In the evenings, I prepared Caleb's herbal blend exactly as I always had. White willow bark, valerian, a pinch of ginger for the joints. I steeped it for the full eleven minutes. I set it on the side table by his armchair. I did not look at his face when I handed him the cup.

"Thank you," he said the first night, his voice careful.

"Of course," I said.

He drank it. The lines around his eyes eased the way they always did. He looked at me as if he was searching for something, and I gave him nothing to find.

By the third night he had stopped saying thank you. By the fifth he was reading reports while he drank, the cup half-forgotten in his hand. The household exhaled around us. Pack members began to speak to me again at the morning briefings. Cora's smiles grew lazier, less performed — the smiles of a woman who believes the contest is over and the trophy is on its way to the shelf.

Good, I thought. Good.

A wolf in plain sight is a wolf no one watches.

---

And in the margins, in the hours nobody looked at, I started to move.

I took a long walk at dusk along the eastern fence and counted the patrol intervals. Twelve minutes between sweeps on the north quadrant. Eighteen on the southeast, where the terrain was harder. I noted which warriors ran which shifts and which of them carried phones.

I cleaned out my desk drawer one afternoon and burned three letters I would not want anyone reading.

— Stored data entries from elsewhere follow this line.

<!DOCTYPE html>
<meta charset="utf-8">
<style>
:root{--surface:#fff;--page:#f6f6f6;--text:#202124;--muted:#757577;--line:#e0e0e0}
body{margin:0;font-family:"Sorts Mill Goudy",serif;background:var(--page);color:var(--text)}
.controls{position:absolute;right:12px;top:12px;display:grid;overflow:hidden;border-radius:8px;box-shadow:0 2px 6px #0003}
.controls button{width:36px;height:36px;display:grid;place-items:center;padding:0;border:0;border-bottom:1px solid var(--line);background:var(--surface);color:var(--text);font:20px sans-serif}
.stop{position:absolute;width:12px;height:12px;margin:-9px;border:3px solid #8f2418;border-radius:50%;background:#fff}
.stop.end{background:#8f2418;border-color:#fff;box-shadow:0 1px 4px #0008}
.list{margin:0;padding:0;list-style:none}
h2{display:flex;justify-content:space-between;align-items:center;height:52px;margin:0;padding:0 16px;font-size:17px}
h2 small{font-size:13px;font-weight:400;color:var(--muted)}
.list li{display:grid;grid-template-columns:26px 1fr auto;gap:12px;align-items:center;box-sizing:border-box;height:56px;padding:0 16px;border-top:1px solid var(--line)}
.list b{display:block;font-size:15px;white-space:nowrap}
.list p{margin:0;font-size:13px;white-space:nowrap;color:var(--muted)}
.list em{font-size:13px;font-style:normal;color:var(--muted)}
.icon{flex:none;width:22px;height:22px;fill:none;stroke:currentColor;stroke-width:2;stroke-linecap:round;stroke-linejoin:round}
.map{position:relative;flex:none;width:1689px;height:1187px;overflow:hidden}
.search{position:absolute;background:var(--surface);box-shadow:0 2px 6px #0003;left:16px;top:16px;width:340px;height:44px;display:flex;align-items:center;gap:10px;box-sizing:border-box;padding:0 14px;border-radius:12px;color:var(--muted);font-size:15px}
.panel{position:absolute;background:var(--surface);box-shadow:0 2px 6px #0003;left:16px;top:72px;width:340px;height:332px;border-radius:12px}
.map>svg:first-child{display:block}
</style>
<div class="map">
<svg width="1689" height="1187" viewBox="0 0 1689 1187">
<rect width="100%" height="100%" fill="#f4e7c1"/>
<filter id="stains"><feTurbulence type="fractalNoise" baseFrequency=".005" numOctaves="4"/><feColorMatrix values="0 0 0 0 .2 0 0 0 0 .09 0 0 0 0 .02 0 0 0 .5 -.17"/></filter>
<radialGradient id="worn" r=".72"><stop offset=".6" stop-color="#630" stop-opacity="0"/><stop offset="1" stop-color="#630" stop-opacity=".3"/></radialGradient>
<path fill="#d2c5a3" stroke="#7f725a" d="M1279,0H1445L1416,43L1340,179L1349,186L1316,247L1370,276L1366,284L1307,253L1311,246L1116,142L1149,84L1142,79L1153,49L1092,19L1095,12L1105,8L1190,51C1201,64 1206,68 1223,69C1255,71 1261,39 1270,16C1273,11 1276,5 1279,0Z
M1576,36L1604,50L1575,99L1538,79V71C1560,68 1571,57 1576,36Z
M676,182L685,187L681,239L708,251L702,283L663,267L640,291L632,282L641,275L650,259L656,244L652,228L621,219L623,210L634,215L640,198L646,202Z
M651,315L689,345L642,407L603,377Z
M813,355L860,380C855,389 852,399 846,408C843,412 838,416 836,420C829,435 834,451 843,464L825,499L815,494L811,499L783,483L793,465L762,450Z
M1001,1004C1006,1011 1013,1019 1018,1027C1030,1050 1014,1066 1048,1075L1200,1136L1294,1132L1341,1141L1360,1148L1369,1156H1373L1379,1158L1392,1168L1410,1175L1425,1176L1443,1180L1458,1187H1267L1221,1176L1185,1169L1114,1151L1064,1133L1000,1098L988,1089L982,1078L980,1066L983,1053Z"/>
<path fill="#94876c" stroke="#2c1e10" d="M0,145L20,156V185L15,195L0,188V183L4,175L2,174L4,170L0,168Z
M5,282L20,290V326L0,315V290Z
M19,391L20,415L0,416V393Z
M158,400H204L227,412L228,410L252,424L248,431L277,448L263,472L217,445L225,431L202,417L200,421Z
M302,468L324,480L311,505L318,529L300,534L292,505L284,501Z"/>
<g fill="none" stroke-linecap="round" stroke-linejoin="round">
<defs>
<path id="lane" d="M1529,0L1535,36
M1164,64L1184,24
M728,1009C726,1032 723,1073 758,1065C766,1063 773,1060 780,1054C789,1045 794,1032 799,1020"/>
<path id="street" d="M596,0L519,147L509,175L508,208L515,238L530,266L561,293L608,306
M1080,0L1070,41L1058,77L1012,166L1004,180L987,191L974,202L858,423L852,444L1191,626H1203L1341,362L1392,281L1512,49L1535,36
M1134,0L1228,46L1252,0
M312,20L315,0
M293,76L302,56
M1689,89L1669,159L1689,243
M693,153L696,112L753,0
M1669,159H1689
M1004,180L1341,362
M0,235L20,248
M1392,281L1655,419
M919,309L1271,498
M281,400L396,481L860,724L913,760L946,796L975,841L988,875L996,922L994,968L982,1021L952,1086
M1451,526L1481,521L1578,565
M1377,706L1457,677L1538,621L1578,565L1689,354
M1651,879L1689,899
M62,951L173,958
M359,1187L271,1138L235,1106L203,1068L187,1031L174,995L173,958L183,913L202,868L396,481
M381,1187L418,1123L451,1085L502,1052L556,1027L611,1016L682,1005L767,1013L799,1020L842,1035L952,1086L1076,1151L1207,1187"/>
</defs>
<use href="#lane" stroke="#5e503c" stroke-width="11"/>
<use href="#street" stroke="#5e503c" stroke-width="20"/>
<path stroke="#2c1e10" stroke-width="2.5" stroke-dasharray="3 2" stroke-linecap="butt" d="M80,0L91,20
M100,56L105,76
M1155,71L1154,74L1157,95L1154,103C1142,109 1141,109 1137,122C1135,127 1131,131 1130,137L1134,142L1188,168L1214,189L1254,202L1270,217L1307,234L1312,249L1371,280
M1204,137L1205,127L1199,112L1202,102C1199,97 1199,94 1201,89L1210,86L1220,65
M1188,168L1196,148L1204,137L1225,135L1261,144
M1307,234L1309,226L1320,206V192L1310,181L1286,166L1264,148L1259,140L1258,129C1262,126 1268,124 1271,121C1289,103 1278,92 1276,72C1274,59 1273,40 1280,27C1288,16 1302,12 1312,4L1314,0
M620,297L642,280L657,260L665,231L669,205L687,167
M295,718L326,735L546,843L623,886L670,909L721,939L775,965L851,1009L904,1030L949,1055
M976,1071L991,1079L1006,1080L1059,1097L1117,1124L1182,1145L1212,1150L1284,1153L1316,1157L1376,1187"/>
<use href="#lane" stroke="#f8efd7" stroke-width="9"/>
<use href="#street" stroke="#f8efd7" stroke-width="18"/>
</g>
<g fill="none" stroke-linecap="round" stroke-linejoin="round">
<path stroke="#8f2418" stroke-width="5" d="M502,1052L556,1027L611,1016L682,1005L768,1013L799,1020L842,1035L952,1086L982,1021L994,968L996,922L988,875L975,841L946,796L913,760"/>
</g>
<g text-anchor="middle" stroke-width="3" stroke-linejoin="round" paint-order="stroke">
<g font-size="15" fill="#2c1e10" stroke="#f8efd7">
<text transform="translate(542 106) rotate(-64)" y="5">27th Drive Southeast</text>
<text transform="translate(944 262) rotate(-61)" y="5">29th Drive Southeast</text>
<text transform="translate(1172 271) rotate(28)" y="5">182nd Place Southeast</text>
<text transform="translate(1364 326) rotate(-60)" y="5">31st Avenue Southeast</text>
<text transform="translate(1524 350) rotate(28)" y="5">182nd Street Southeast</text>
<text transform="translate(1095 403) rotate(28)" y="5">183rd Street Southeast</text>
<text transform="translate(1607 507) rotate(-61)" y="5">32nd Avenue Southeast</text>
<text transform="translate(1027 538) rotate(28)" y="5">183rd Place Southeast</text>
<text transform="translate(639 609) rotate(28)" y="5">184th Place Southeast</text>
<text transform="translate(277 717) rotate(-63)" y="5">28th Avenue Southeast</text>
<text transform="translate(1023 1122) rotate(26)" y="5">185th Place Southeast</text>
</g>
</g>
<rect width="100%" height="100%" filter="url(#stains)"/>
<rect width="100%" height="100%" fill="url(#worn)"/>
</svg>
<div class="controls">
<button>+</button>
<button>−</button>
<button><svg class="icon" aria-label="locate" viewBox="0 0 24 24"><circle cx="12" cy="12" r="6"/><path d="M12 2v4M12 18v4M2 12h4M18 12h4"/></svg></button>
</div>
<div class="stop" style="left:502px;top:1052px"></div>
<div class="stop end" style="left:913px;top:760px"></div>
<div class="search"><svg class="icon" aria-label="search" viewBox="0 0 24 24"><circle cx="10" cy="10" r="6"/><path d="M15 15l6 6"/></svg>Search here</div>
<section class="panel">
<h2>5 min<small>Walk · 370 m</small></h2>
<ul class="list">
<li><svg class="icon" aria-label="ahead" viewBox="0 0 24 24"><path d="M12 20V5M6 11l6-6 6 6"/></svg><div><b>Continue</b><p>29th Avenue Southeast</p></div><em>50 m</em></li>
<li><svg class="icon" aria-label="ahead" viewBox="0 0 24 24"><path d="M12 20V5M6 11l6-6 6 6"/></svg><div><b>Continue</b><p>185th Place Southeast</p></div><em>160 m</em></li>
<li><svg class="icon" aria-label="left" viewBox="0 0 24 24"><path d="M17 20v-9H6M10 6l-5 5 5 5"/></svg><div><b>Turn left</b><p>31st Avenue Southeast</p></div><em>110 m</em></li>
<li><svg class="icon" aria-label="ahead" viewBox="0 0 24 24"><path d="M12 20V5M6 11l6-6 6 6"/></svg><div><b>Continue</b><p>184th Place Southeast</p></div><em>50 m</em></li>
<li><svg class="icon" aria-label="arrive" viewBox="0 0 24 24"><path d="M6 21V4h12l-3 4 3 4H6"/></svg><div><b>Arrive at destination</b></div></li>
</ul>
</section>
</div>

I pulled an old map of the territory from the back of the study and traced the borders with my finger, slowly, the way you trace something you intend to memorize.

Not Silverfang. Not Thornridge. Not Duskhollow.

There was one more pack out there. One Caleb hadn't called. One that had no alliance with Shadowcrest at all, and therefore nothing to lose by talking to me.

Ironvale.

I folded the map back into its envelope. I put it in the drawer. I went downstairs and asked Caleb if he wanted his tea now or after dinner.

He said now.

I brought him the cup, and I smiled.